**What to do**
Go through the lines below. Copy those with "Claudio".

**Data shown**
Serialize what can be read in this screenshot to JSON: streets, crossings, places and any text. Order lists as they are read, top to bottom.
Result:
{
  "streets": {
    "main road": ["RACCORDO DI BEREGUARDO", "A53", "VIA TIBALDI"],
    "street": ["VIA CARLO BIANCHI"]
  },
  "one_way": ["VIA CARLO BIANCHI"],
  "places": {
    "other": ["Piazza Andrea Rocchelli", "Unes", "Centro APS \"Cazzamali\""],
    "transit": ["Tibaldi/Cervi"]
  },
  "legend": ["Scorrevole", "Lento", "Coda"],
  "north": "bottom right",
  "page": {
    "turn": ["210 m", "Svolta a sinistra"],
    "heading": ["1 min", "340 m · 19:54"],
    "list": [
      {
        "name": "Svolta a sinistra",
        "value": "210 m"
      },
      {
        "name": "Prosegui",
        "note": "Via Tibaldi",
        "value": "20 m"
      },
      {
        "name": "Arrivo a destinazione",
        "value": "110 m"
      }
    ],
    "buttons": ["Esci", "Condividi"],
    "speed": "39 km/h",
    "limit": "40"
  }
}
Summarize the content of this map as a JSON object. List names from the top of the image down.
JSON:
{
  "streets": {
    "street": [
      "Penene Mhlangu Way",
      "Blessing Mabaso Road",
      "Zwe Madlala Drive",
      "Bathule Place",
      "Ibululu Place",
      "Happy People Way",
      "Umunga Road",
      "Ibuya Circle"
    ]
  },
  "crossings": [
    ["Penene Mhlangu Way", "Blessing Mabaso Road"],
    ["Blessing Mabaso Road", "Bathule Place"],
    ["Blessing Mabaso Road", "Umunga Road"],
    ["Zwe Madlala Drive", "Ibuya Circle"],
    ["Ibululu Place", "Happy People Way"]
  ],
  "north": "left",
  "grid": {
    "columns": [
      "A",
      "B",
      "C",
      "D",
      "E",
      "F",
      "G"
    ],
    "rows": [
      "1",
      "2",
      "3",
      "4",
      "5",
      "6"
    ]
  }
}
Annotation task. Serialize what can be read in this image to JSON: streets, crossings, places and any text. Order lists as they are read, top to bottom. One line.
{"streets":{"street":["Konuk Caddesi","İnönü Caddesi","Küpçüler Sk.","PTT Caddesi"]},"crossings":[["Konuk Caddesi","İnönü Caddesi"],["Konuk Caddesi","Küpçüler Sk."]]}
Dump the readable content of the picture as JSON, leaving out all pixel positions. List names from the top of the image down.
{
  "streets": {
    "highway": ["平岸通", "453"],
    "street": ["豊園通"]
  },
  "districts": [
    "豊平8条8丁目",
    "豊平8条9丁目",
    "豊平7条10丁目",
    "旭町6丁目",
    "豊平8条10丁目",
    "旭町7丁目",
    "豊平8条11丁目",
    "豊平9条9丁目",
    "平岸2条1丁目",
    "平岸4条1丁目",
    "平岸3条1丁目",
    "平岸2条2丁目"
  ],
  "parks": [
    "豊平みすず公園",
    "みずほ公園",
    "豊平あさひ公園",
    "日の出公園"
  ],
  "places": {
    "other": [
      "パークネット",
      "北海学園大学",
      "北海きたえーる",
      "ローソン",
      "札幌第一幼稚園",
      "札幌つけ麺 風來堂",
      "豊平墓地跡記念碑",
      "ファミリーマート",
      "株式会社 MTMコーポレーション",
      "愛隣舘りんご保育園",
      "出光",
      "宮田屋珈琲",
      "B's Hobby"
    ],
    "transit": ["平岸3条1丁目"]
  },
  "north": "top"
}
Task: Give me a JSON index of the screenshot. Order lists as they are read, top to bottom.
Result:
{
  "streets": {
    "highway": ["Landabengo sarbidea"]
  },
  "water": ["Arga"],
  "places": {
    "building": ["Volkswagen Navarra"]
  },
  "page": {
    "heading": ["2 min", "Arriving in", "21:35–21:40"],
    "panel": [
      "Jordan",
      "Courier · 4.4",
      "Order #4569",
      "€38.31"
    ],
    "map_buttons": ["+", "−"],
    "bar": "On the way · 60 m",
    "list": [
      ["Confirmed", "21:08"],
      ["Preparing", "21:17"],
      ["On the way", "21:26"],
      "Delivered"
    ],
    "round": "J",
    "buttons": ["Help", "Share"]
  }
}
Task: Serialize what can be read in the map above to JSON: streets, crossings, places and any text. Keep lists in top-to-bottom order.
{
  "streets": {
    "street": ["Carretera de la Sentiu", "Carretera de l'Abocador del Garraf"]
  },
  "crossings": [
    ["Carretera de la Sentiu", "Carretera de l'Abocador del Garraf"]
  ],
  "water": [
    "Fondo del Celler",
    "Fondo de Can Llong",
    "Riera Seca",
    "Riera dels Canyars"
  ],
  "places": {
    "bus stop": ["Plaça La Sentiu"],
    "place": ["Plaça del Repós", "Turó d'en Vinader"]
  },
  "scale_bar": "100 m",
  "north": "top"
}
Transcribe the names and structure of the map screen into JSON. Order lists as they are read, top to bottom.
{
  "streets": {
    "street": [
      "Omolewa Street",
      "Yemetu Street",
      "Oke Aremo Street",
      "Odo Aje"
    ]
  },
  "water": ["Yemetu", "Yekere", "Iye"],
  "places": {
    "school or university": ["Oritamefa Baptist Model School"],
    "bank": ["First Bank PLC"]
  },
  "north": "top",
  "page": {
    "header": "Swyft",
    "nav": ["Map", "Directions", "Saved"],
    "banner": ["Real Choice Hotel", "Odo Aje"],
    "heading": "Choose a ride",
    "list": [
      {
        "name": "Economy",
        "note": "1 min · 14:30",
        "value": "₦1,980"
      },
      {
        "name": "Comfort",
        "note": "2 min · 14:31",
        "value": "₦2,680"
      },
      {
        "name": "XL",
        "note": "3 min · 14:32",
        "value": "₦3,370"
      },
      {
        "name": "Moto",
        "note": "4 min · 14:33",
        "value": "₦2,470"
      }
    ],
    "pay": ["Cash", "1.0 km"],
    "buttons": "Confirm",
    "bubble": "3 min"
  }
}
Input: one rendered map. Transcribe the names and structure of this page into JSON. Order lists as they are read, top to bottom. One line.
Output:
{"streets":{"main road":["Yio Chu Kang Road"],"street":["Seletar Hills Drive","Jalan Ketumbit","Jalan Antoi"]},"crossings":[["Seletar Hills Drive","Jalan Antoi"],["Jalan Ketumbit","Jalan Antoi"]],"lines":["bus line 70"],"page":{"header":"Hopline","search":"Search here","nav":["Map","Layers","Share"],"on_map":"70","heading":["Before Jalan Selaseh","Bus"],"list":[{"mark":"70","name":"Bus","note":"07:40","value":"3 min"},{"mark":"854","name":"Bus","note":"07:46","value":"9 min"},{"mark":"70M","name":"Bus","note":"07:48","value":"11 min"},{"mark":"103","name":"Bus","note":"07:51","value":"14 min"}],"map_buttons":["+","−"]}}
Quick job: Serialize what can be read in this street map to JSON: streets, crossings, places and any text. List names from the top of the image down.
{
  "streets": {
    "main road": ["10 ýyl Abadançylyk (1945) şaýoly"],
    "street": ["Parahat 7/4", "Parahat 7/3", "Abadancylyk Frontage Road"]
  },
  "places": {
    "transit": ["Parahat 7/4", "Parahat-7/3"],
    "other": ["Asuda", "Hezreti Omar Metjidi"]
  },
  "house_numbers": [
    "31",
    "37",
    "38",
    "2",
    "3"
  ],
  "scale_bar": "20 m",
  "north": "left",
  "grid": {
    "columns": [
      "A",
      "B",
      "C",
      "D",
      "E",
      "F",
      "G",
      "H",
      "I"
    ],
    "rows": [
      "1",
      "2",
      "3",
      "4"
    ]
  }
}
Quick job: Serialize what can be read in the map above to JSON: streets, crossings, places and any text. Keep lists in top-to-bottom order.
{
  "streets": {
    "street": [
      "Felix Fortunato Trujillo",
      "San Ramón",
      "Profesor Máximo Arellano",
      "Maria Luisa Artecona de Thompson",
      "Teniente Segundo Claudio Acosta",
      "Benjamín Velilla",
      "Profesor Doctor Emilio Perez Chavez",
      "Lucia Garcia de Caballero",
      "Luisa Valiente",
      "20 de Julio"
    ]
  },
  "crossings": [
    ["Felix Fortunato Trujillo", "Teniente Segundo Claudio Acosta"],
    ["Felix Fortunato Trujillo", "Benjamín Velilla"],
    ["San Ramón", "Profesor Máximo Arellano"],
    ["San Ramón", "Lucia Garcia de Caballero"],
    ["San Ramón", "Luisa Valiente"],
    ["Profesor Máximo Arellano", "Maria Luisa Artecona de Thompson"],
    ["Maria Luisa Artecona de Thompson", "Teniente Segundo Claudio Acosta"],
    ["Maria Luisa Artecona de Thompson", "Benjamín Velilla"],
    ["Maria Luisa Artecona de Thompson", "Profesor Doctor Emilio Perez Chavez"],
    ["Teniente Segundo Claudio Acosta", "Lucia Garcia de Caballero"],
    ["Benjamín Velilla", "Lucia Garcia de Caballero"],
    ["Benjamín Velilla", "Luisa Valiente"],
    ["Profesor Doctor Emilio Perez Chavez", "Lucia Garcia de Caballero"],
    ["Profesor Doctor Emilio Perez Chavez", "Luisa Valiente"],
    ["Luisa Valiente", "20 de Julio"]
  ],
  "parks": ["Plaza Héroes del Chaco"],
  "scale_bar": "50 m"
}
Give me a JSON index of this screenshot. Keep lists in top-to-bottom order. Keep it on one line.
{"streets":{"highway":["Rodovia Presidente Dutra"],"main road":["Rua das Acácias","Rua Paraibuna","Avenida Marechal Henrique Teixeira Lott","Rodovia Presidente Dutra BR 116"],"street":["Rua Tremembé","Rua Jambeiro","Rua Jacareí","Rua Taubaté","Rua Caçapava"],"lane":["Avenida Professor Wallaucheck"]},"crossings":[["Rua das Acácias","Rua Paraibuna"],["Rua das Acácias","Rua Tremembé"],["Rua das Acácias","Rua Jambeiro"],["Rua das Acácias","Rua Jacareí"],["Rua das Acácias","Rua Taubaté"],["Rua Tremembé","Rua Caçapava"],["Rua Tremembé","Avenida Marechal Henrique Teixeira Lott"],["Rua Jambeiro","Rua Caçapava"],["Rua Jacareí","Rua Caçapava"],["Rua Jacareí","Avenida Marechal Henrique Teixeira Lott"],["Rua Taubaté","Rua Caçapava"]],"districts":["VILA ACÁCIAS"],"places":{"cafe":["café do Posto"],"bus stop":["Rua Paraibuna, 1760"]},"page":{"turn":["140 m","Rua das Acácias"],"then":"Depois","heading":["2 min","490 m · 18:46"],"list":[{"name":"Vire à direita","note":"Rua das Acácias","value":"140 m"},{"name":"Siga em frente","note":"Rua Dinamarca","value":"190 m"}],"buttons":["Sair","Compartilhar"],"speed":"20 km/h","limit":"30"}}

**Answer section**
      "Teniente Segundo Claudio Acosta",
    ["Felix Fortunato Trujillo", "Teniente Segundo Claudio Acosta"],
    ["Maria Luisa Artecona de Thompson", "Teniente Segundo Claudio Acosta"],
    ["Teniente Segundo Claudio Acosta", "Lucia Garcia de Caballero"],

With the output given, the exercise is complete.